Providing a whistlestop tour through building a range of Ruby on Rails applications on the back of other services, Ruby on Rails Web Mashup Projects is aimed at those who are already comfortable building rails applications and want some sense of how they can be enhanced using a variety of other visualisation, data and processing providers.
Aside: The term ‘mashup’ is one of those tech terms that’s almost impossible to pin down. I should note that the way it used in this book (seemingly any application that draws on a third-party services) is not a way I’d choose to use it, but I’d rather focus on the book itself than on titling semantics.
The book hits all the usual suspects—google maps, flickr, technorati, wikipedia—and also covers the basics of building a facebook application, using paypal for payment processing, and sending faxes and SMS messages through a third party gateway. For those who want a quick overview of all of those options it’ll give you enough to get started, though as a result of the pace only the very basics of each service is covered and anyone wanting to build a sophisticated app will have quite a bit of work in front of them learning the nuances of their chosen service providers.

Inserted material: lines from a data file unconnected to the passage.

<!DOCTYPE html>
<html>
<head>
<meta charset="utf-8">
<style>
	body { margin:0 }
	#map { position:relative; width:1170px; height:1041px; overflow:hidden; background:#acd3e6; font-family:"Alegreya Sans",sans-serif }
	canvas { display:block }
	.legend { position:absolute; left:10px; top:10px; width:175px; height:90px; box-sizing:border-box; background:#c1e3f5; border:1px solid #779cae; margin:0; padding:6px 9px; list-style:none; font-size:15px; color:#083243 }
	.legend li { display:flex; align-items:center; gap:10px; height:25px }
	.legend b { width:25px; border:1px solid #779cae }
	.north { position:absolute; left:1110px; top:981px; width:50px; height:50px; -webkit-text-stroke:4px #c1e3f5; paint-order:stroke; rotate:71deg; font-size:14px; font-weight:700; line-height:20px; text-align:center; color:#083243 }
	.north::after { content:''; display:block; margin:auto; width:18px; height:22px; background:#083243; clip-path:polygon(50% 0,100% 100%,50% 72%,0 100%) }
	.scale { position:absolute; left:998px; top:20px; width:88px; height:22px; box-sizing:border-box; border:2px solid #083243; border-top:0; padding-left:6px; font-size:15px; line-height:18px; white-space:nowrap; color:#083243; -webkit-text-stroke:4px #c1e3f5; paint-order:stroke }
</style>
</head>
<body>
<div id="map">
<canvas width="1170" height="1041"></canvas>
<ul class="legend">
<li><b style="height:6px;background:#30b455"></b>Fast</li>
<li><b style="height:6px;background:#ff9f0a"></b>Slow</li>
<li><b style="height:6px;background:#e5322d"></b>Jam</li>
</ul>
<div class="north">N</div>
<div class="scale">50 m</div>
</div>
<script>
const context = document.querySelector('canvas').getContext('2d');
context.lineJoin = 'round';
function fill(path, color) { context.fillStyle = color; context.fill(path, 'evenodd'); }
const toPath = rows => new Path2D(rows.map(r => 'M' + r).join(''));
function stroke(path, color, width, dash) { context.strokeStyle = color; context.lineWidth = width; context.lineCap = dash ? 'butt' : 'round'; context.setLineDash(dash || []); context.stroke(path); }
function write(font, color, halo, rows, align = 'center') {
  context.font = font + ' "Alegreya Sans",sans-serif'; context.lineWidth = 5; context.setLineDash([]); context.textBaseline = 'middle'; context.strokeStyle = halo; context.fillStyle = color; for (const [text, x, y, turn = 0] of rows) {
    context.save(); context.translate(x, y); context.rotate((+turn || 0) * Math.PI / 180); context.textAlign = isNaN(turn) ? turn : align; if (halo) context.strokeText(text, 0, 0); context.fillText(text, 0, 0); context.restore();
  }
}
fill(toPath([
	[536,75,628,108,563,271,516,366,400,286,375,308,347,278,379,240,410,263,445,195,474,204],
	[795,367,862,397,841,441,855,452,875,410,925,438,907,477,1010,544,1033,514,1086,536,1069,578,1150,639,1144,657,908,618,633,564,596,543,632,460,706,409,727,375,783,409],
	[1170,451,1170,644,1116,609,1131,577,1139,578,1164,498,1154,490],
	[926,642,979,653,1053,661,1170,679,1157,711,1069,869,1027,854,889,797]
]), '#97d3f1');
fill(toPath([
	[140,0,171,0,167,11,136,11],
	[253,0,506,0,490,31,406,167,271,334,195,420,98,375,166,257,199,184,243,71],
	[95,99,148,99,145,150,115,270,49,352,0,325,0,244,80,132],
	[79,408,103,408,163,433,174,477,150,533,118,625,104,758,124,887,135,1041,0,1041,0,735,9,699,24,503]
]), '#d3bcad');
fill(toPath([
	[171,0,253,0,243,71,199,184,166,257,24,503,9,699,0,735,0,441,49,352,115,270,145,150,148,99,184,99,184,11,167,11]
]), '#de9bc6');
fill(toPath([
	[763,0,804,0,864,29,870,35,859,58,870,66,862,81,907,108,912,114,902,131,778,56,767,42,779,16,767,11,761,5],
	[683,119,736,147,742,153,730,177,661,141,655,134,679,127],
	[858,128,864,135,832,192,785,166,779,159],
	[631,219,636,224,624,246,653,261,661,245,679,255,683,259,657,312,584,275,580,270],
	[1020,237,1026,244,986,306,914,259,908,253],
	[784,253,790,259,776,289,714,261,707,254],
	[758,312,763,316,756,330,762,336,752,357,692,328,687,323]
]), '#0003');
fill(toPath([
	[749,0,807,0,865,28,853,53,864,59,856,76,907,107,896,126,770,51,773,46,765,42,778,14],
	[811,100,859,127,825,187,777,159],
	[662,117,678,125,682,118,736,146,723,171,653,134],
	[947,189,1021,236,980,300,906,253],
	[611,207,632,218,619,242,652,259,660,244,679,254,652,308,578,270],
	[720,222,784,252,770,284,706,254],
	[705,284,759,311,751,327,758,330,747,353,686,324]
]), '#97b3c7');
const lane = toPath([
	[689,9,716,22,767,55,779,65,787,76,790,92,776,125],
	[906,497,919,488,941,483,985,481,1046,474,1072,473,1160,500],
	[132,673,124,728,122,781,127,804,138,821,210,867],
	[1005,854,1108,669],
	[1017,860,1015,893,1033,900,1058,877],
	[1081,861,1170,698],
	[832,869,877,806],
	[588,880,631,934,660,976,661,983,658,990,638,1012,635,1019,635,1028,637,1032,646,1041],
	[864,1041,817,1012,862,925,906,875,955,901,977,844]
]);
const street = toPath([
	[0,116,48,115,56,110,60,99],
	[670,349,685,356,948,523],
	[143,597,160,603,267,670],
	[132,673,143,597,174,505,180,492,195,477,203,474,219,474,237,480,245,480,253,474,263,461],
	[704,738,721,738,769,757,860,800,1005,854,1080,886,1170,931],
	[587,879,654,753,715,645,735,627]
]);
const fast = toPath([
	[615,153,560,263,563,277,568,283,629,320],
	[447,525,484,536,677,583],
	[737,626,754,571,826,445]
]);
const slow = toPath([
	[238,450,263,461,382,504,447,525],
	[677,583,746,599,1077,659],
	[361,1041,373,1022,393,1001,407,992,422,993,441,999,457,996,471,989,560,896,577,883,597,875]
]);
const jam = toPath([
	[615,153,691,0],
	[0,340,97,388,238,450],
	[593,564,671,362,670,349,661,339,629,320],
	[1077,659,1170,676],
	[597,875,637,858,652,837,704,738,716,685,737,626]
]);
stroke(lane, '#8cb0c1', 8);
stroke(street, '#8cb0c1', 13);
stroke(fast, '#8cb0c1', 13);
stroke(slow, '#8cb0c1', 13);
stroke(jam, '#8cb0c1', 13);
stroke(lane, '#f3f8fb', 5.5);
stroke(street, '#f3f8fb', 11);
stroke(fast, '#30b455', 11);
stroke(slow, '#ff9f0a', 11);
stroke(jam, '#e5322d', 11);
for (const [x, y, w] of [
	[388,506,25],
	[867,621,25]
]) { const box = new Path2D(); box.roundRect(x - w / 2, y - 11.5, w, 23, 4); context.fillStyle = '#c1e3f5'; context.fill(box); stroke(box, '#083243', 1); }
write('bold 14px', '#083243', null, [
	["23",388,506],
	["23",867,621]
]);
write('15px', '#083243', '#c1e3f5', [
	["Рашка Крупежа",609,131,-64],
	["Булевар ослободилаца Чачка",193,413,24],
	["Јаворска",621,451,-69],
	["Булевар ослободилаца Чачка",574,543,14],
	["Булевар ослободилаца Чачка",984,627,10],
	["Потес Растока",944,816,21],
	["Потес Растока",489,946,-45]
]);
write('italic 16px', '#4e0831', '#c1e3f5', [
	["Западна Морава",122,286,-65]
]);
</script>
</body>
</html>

Along with providing little detail of each service, the book suffers from not really digging into a number of topics that would make it a much more useful companion. Big challenges when building applications dependent on other peoples’ servers include effective testing, caching, surviving third-party service outages, and good ways of integrating your interface code into your application.
Lip service is paid to the need to be prepared for a third-party service outage, but no examples of how to survive are offered. It wouldn’t have been hard to illustrate ways of falling back to local databases or to secondary services, but none is offered. There’s no mention of writing tests, so no opportunity to offer ways to use mocks to test the local code or to discuss how you might automate your testing of the integration itself, and caching is similarly overlooked except in the case of amazon e-commerce services where it is used to preserve historical data that amazon doesn’t make accessible.
The absence of testing really shows through in some of the code offered. Much of the code demonstrated in the book is overly complex and procedural, with little in the way of modular, reusable components. Similarly there’s little by way of discussion of where such code fits into your rails application, with some classes that are clearly models (albeit non-ActiveRecord models) dropped into the lib folder, and numerous very fat controllers.
Rather than covering seven separate projects, this box would have been much stronger had it focussed on two or three, but worked through them in significantly more detail. Possibly there wouldn’t have been a chance to touch on as many services, but by building up one of the more diverse systems like the ticketing application in detail, covering failover, testing, clean integration with a rails app, and other such topics this could have been a much richer book with appeal for a far wider range of developers. As is, it’s worth skimming through if you’re looking for advice on sending faxes or SMS, but won’t help much with the real challenges of building a robust application that’s dependent on third-party services.